__Supplied entries__:
****
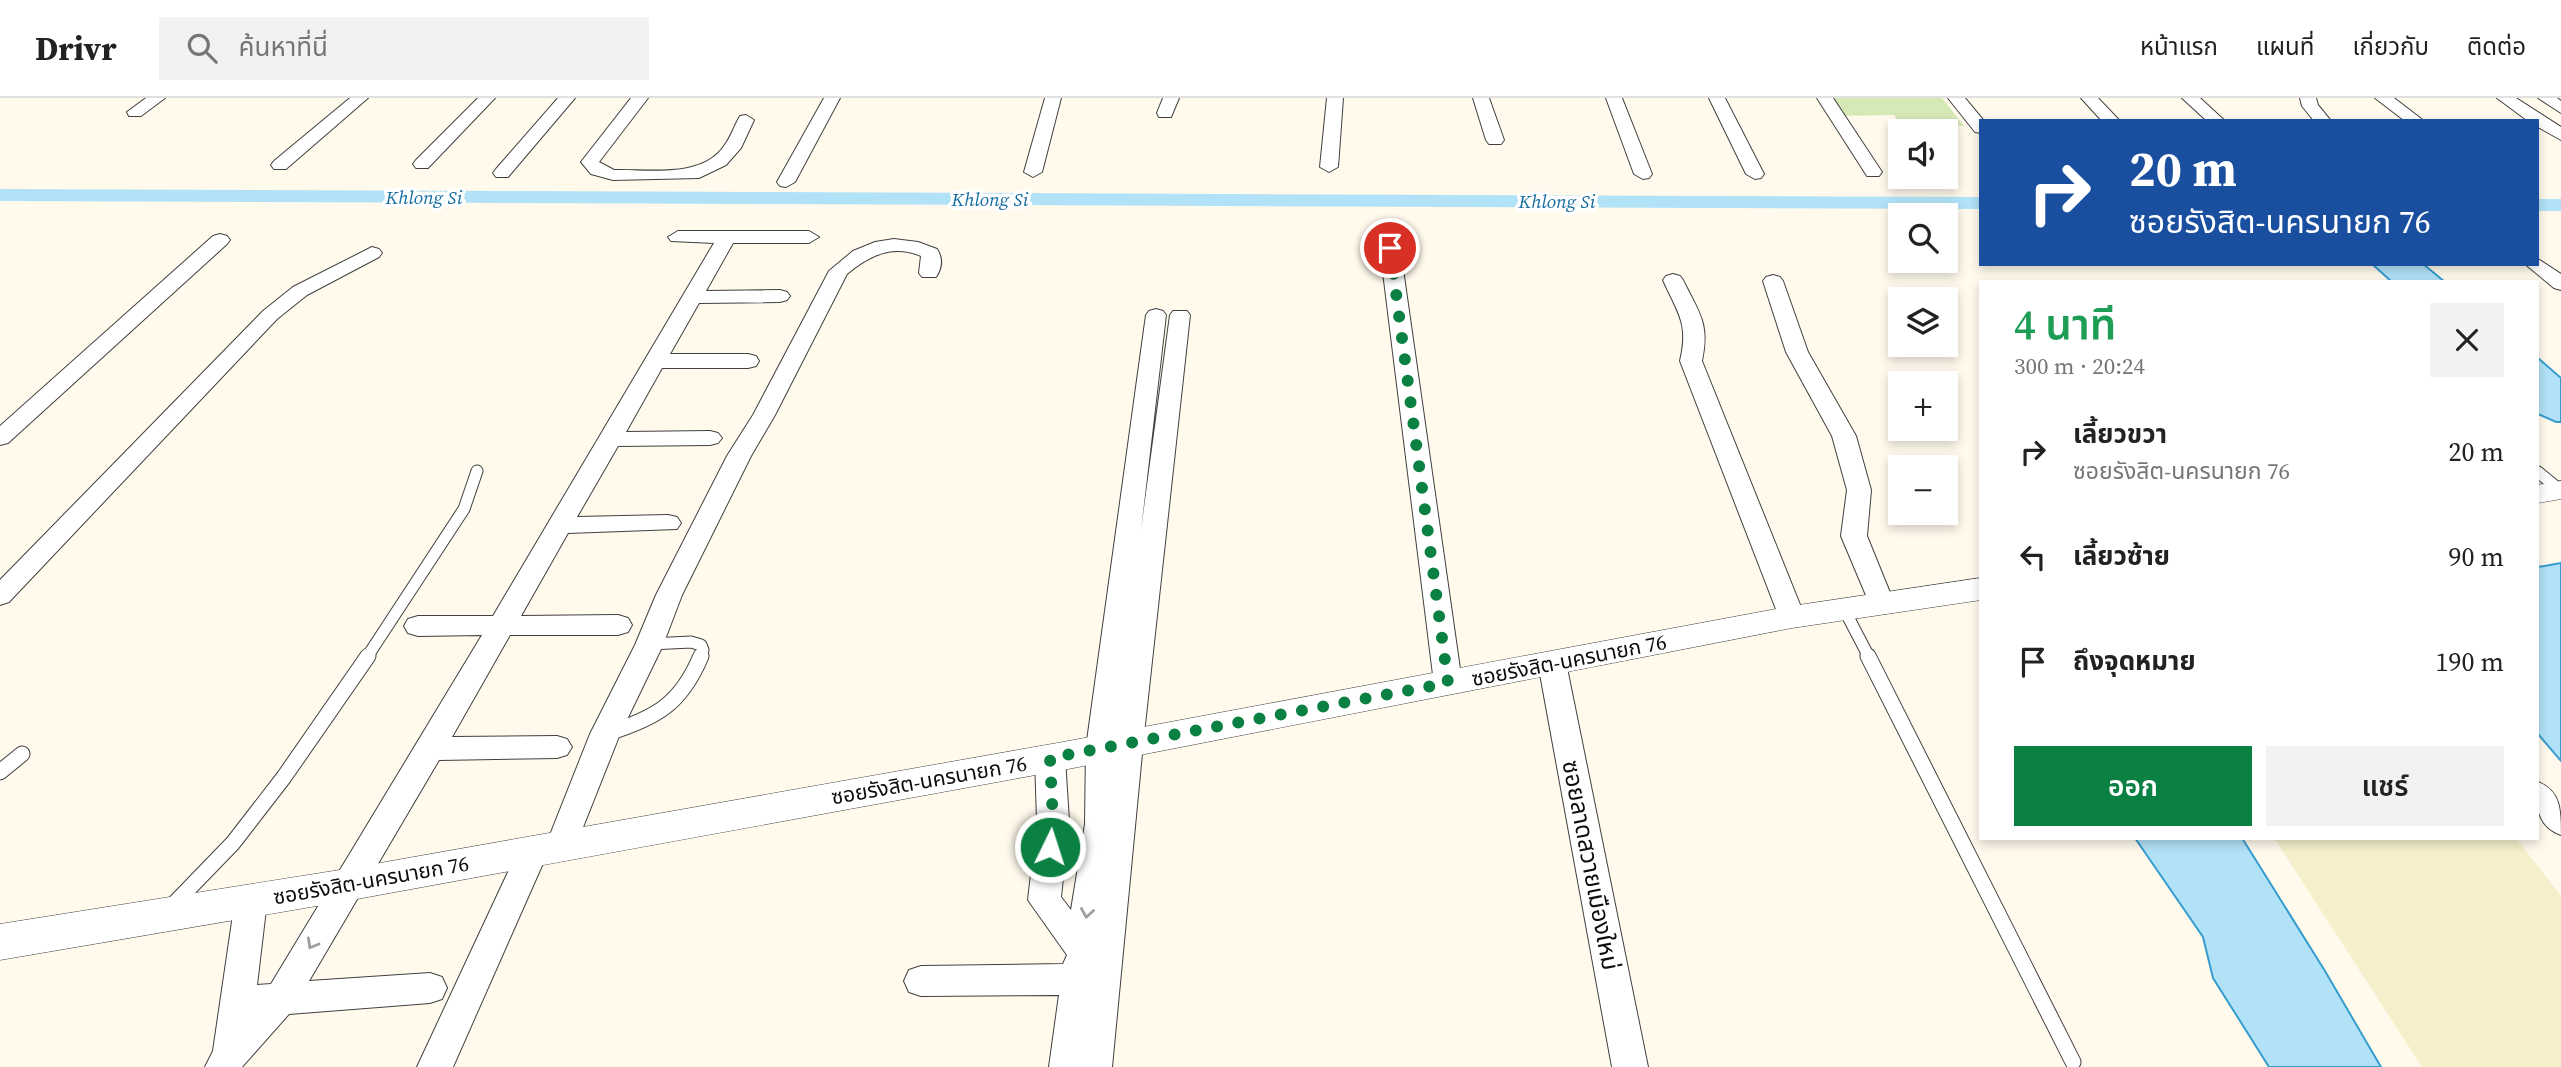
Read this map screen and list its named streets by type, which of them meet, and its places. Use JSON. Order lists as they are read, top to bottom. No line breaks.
{"streets":{"street":["ซอยรังสิต-นครนายก 76","ซอยลาดสวายเมืองใหม่"]},"crossings":[["ซอยรังสิต-นครนายก 76","ซอยลาดสวายเมืองใหม่"]],"water":["Khlong Si"],"page":{"header":"Drivr","search":"ค้นหาที่นี่","nav":["หน้าแรก","แผนที่","เกี่ยวกับ","ติดต่อ"],"map_buttons":["+","−"],"turn":["20 m","ซอยรังสิต-นครนายก 76"],"heading":["4 นาที","300 m · 20:24"],"list":[{"name":"เลี้ยวขวา","note":"ซอยรังสิต-นครนายก 76","value":"20 m"},{"name":"เลี้ยวซ้าย","value":"90 m"},{"name":"ถึงจุดหมาย","value":"190 m"}],"buttons":["ออก","แชร์"]}}
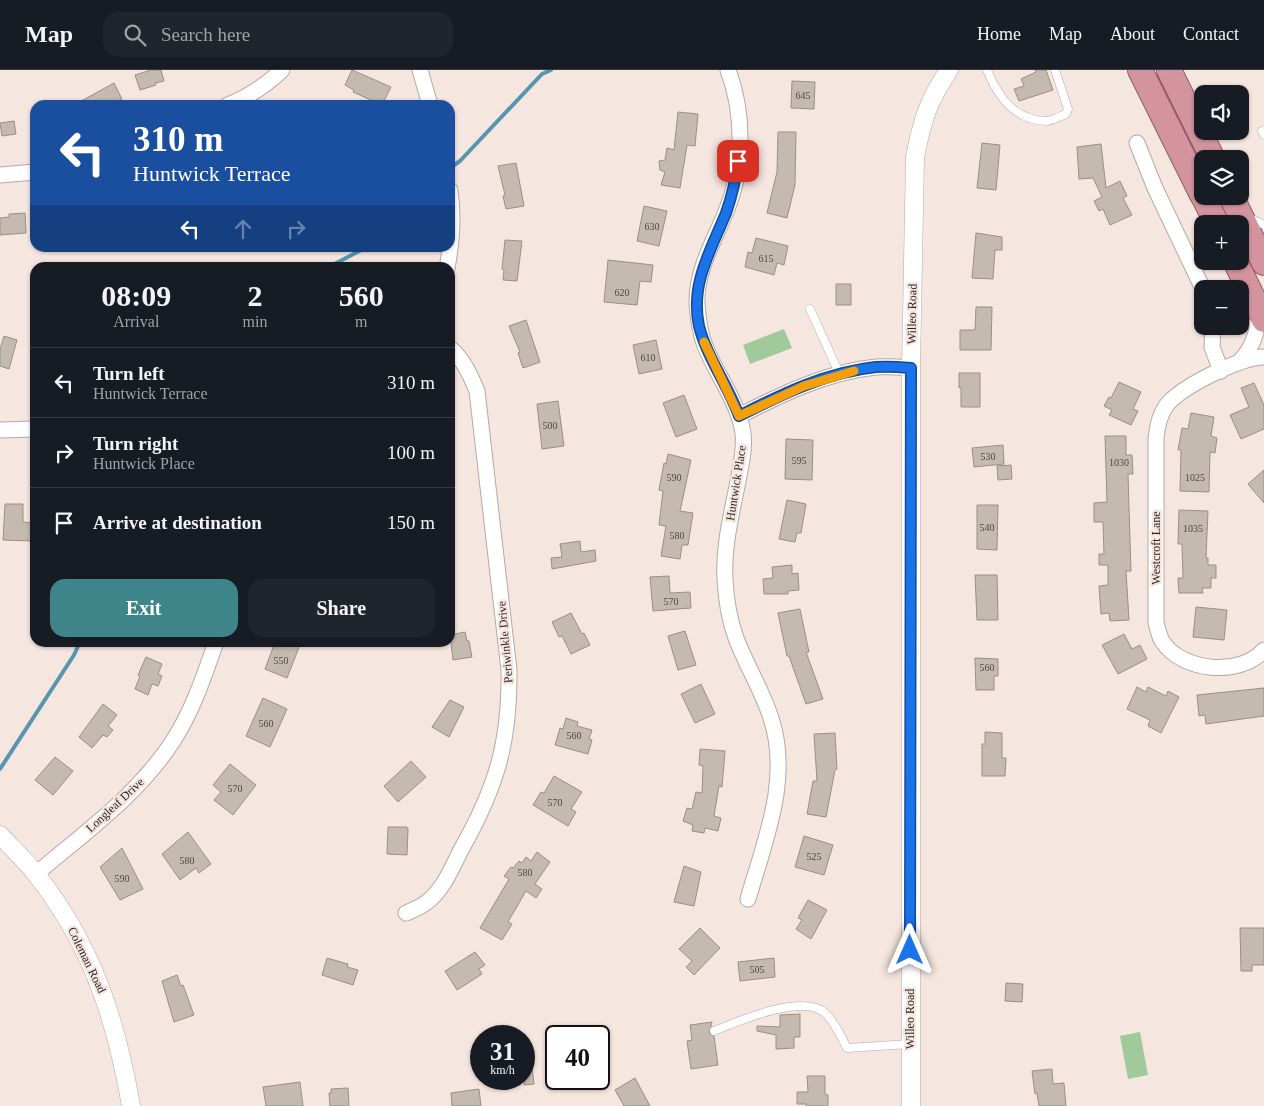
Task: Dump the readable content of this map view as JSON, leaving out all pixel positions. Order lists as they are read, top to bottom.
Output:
{
  "streets": {
    "street": [
      "Willeo Road",
      "Huntwick Place",
      "Westcroft Lane",
      "Periwinkle Drive",
      "Longleaf Drive",
      "Coleman Road"
    ]
  },
  "crossings": [
    ["Longleaf Drive", "Coleman Road"]
  ],
  "house_numbers": [
    "645",
    "630",
    "615",
    "620",
    "610",
    "500",
    "530",
    "595",
    "1030",
    "590",
    "1025",
    "540",
    "1035",
    "580",
    "570",
    "550",
    "560",
    "560",
    "560",
    "570",
    "570",
    "525",
    "580",
    "580",
    "590",
    "505"
  ],
  "page": {
    "header": "Map",
    "search": "Search here",
    "nav": [
      "Home",
      "Map",
      "About",
      "Contact"
    ],
    "map_buttons": ["+", "−"],
    "turn": ["310 m", "Huntwick Terrace"],
    "eta": [
      "08:09",
      "Arrival",
      "2",
      "min",
      "560",
      "m"
    ],
    "list": [
      {
        "name": "Turn left",
        "note": "Huntwick Terrace",
        "value": "310 m"
      },
      {
        "name": "Turn right",
        "note": "Huntwick Place",
        "value": "100 m"
      },
      {
        "name": "Arrive at destination",
        "value": "150 m"
      }
    ],
    "buttons": ["Exit", "Share"],
    "speed": "31 km/h",
    "limit": "40"
  }
}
****
Copy each line of the records precisely and drop any images they hold.

Read this map screen and list its named streets by type, which of them meet, and its places. Use JSON. Order lists as they are read, top to bottom. No line breaks.
{"streets":{"street":["ซอยรังสิต-นครนายก 76","ซอยลาดสวายเมืองใหม่"]},"crossings":[["ซอยรังสิต-นครนายก 76","ซอยลาดสวายเมืองใหม่"]],"water":["Khlong Si"],"page":{"header":"Drivr","search":"ค้นหาที่นี่","nav":["หน้าแรก","แผนที่","เกี่ยวกับ","ติดต่อ"],"map_buttons":["+","−"],"turn":["20 m","ซอยรังสิต-นครนายก 76"],"heading":["4 นาที","300 m · 20:24"],"list":[{"name":"เลี้ยวขวา","note":"ซอยรังสิต-นครนายก 76","value":"20 m"},{"name":"เลี้ยวซ้าย","value":"90 m"},{"name":"ถึงจุดหมาย","value":"190 m"}],"buttons":["ออก","แชร์"]}}
Task: Dump the readable content of this map view as JSON, leaving out all pixel positions. Order lists as they are read, top to bottom.
Output:
{
  "streets": {
    "street": [
      "Willeo Road",
      "Huntwick Place",
      "Westcroft Lane",
      "Periwinkle Drive",
      "Longleaf Drive",
      "Coleman Road"
    ]
  },
  "crossings": [
    ["Longleaf Drive", "Coleman Road"]
  ],
  "house_numbers": [
    "645",
    "630",
    "615",
    "620",
    "610",
    "500",
    "530",
    "595",
    "1030",
    "590",
    "1025",
    "540",
    "1035",
    "580",
    "570",
    "550",
    "560",
    "560",
    "560",
    "570",
    "570",
    "525",
    "580",
    "580",
    "590",
    "505"
  ],
  "page": {
    "header": "Map",
    "search": "Search here",
    "nav": [
      "Home",
      "Map",
      "About",
      "Contact"
    ],
    "map_buttons": ["+", "−"],
    "turn": ["310 m", "Huntwick Terrace"],
    "eta": [
      "08:09",
      "Arrival",
      "2",
      "min",
      "560",
      "m"
    ],
    "list": [
      {
        "name": "Turn left",
        "note": "Huntwick Terrace",
        "value": "310 m"
      },
      {
        "name": "Turn right",
        "note": "Huntwick Place",
        "value": "100 m"
      },
      {
        "name": "Arrive at destination",
        "value": "150 m"
      }
    ],
    "buttons": ["Exit", "Share"],
    "speed": "31 km/h",
    "limit": "40"
  }
}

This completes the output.